Le droit a besoin d’un certain nombre de soupapes de sûreté permettant d’éviter les excès
d’une technique trop méticuleuse. Comme toutes ces notions, elle ne fait l’objet d’aucune
définition précise et la jurisprudence ne cherche guère à en déterminer le contenu : elle
affirme leur existence pour fonder l’entorse faite à l’application stricte de la règle générale et
pour parvenir à maintenir un juste équilibre entre la réalité des faits et la vérité juridique.

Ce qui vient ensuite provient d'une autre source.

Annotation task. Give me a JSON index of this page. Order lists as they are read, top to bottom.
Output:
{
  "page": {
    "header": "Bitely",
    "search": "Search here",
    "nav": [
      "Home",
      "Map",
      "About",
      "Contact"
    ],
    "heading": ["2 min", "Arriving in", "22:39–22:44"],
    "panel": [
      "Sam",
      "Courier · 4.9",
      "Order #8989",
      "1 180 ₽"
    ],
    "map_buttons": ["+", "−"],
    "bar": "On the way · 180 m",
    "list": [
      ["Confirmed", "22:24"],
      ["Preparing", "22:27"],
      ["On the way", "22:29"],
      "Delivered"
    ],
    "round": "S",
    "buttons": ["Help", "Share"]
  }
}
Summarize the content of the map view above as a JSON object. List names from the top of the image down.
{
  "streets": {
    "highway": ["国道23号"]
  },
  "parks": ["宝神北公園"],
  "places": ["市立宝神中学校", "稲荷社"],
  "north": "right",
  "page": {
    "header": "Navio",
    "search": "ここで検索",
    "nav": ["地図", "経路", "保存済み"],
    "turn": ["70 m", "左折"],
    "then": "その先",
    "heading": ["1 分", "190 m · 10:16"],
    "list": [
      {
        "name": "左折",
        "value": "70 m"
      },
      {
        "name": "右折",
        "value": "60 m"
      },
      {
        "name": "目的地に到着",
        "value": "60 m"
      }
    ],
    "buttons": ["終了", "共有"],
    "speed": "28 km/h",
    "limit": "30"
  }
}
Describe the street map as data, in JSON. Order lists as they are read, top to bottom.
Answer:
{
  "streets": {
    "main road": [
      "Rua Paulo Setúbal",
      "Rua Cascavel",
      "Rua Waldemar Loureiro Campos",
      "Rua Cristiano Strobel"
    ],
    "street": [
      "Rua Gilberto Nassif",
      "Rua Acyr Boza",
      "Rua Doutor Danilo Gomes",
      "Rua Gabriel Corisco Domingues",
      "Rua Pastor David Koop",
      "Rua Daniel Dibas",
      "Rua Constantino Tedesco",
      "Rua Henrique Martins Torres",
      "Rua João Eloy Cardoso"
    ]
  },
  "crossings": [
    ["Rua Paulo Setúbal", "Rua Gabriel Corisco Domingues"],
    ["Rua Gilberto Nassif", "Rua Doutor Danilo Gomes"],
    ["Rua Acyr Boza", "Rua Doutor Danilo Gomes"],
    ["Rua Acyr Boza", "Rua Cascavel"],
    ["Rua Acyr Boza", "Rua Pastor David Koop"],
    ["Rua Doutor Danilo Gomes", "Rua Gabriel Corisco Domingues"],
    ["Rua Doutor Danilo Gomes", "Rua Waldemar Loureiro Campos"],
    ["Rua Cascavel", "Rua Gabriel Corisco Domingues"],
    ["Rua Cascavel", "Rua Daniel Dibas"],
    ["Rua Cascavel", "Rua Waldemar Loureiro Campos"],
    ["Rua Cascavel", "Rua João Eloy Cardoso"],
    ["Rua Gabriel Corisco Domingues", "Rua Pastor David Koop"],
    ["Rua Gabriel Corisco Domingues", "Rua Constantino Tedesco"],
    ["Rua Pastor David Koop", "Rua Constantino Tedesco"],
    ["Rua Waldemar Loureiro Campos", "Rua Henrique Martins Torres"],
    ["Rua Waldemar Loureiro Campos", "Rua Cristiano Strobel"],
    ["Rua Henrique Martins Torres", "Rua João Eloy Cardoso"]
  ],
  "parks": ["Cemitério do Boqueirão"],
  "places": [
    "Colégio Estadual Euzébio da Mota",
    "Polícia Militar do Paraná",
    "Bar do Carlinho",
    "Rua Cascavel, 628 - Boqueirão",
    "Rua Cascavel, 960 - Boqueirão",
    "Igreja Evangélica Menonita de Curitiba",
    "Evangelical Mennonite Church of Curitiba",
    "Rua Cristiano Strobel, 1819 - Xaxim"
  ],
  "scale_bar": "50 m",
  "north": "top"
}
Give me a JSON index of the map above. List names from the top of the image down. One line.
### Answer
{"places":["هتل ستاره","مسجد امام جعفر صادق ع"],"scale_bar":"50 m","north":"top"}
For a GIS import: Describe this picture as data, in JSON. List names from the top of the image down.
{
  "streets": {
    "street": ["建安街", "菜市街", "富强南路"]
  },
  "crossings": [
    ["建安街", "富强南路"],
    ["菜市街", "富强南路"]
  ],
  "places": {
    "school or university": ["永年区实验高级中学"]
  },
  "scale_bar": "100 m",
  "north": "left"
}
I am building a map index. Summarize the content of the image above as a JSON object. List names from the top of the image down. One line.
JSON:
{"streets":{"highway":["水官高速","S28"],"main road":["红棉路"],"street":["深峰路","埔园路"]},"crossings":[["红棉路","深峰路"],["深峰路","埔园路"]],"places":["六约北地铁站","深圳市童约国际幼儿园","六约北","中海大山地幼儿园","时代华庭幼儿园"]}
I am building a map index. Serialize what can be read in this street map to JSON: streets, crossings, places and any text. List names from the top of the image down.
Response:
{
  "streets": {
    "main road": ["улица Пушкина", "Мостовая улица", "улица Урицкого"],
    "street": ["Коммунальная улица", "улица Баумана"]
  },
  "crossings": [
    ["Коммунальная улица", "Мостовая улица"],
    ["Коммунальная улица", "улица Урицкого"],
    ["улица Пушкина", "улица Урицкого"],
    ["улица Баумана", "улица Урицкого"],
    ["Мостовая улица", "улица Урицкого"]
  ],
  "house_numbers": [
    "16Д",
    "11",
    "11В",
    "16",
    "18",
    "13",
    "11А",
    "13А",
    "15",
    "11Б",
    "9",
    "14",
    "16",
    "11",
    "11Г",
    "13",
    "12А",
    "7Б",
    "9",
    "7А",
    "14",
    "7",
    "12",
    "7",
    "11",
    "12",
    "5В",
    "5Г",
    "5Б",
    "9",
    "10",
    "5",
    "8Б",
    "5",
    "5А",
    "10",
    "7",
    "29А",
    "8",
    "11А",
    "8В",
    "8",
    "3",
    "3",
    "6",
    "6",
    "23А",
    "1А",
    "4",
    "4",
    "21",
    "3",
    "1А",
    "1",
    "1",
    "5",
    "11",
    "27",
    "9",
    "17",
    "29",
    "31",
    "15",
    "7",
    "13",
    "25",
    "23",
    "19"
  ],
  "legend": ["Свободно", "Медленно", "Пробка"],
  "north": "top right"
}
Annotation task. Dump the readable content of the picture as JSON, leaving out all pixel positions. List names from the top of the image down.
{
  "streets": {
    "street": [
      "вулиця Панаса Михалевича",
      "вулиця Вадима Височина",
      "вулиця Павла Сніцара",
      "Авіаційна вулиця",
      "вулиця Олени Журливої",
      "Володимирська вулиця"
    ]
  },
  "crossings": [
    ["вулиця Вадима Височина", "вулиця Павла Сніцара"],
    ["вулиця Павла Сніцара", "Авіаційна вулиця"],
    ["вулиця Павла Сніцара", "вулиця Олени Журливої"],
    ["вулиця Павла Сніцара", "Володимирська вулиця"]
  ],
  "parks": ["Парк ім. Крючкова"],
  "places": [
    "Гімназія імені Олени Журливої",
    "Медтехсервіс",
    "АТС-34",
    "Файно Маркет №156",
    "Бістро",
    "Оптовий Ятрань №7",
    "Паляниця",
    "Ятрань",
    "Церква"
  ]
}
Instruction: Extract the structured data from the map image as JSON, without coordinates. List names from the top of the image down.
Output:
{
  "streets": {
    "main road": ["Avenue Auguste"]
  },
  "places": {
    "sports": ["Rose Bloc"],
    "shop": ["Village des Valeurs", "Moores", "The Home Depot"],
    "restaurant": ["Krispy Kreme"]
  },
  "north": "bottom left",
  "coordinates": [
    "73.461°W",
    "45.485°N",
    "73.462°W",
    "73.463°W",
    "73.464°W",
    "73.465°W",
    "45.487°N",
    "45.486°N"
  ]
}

Si l’article 1134 du Code civil a posé en son troisième alinéa le principe selon lequel les
conventions "doivent être exécutées de bonne foi", la doctrine donne à cette notion de plus en
plus d’applications : après l’avoir retenue dans l’obligation de sécurité, elle réapparaît avec
force dans le domaine de l’annulation et des restitutions.
Dans le droit immobilier, déjà consacrée par le Code civil, en ce qui concerne le sort des fruits
(A), la bonne foi trouve une place de plus en plus grande en jurisprudence et permet soit
d’écarter certaines conséquences de l’effet rétroactif de l’annulation, à partir de la théorie de
l’apparence (B) soit d’en atténuer les effets sur le fondement général du principe de la
responsabilité (C).
A. Bonne foi et chose frugifère
La vocation naturelle des fruits est d’être consommés. Le plus souvent ils ne peuvent être
conservés, aussi l’article 549 du Code civil énonce-t-il que le possesseur de bonne foi fait
siens les fruits et il n’en doit restitution qu’à compter de la demande en justice (24).